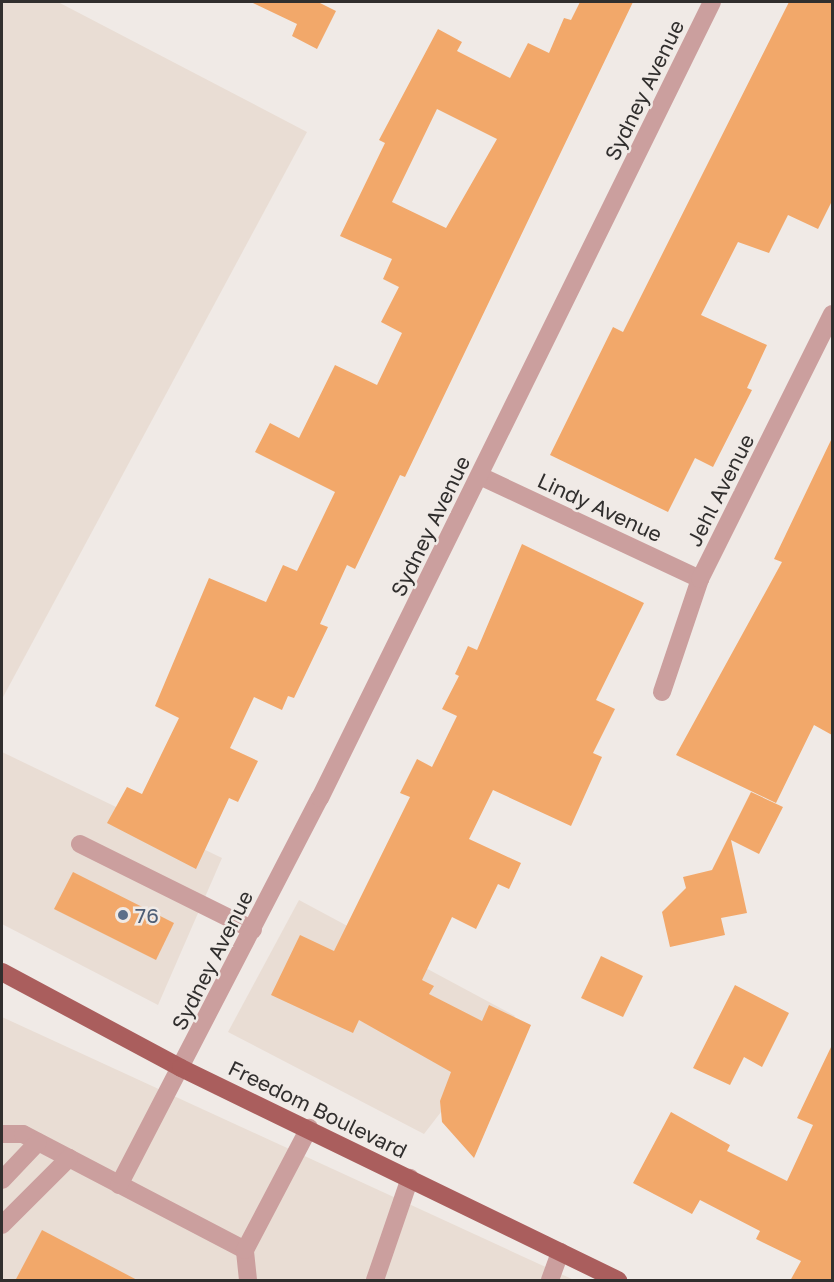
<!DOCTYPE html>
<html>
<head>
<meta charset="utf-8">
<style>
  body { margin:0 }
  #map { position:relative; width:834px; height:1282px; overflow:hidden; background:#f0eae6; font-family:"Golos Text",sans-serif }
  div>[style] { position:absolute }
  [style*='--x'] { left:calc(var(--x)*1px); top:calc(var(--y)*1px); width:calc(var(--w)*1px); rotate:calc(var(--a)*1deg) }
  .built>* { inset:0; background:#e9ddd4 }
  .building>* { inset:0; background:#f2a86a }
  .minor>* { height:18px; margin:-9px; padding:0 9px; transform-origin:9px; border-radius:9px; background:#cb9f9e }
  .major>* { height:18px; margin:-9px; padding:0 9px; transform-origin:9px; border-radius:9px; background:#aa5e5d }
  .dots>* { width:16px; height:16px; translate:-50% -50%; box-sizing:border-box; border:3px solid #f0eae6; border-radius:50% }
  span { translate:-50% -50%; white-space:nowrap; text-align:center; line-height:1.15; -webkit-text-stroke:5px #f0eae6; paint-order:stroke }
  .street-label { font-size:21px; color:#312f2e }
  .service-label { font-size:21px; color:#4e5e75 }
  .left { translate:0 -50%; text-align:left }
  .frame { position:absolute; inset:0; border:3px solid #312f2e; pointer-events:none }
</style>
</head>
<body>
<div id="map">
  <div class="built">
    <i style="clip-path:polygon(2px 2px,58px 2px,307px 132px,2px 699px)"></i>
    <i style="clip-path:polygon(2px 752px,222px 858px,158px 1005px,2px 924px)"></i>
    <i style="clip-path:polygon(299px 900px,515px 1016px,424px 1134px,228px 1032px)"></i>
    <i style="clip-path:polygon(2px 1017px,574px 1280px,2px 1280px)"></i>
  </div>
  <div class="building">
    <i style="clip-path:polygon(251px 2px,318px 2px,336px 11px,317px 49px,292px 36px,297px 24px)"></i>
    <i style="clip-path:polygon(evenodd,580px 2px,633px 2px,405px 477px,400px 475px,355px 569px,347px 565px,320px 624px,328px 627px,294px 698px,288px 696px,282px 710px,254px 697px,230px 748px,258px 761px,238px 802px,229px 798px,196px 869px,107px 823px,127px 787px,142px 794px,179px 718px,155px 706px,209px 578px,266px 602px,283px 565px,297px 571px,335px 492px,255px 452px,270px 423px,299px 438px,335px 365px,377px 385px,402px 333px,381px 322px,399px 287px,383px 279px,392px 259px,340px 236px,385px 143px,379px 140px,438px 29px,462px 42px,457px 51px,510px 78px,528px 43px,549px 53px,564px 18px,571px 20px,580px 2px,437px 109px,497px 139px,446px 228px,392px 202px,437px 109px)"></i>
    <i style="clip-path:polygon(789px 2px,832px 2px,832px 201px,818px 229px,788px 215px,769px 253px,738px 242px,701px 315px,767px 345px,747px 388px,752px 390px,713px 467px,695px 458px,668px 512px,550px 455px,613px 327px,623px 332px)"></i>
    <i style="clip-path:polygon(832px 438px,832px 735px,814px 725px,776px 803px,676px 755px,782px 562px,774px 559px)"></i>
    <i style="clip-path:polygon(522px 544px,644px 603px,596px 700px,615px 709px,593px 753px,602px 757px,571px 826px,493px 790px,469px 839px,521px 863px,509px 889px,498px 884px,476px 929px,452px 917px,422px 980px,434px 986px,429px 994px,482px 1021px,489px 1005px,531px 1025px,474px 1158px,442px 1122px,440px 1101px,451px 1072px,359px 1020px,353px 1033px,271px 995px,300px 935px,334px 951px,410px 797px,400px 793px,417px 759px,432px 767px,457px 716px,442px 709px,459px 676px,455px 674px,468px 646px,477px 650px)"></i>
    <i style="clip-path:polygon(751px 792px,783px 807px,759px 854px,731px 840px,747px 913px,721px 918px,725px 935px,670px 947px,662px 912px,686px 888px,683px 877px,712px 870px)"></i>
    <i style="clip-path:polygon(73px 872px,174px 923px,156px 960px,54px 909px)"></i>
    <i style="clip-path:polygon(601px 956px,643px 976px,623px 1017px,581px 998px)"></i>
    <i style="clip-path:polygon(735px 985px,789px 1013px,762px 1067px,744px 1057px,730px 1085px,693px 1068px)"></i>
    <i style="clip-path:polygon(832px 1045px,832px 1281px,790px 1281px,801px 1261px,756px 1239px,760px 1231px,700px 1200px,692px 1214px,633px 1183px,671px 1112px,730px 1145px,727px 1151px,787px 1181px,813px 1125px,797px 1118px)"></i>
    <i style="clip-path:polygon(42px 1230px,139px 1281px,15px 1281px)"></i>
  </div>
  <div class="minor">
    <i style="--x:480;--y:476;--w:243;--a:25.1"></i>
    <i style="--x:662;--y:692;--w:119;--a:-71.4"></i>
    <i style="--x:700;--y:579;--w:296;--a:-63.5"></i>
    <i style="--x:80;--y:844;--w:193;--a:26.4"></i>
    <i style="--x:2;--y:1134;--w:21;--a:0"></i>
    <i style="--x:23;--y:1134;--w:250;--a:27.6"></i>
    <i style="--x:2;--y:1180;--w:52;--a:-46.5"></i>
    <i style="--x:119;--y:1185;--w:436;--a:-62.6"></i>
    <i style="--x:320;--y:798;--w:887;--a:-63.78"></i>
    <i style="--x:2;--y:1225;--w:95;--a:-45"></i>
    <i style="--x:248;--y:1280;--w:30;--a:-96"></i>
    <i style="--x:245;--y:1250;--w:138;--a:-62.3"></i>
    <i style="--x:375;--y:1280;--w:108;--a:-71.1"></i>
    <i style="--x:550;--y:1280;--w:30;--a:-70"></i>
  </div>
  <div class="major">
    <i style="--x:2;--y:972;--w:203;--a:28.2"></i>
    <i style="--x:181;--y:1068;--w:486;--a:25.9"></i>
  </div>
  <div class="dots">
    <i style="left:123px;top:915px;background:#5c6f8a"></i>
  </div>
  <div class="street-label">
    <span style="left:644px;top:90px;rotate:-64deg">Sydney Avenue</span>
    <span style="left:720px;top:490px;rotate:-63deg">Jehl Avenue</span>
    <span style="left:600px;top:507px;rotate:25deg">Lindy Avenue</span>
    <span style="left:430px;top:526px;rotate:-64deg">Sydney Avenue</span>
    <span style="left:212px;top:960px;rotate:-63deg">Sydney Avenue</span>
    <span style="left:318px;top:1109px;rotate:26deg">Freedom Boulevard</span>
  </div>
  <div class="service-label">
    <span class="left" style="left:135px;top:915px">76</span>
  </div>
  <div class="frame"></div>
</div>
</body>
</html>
-------
About this task |
The expected output is an exact copy of the lines from the top of the data above through the line containing "width:16px; height:16px; translate:-50%", both included, with every picture omitted.

Written response |
<!DOCTYPE html>
<html>
<head>
<meta charset="utf-8">
<style>
  body { margin:0 }
  #map { position:relative; width:834px; height:1282px; overflow:hidden; background:#f0eae6; font-family:"Golos Text",sans-serif }
  div>[style] { position:absolute }
  [style*='--x'] { left:calc(var(--x)*1px); top:calc(var(--y)*1px); width:calc(var(--w)*1px); rotate:calc(var(--a)*1deg) }
  .built>* { inset:0; background:#e9ddd4 }
  .building>* { inset:0; background:#f2a86a }
  .minor>* { height:18px; margin:-9px; padding:0 9px; transform-origin:9px; border-radius:9px; background:#cb9f9e }
  .major>* { height:18px; margin:-9px; padding:0 9px; transform-origin:9px; border-radius:9px; background:#aa5e5d }
  .dots>* { width:16px; height:16px; translate:-50% -50%; box-sizing:border-box; border:3px solid #f0eae6; border-radius:50% }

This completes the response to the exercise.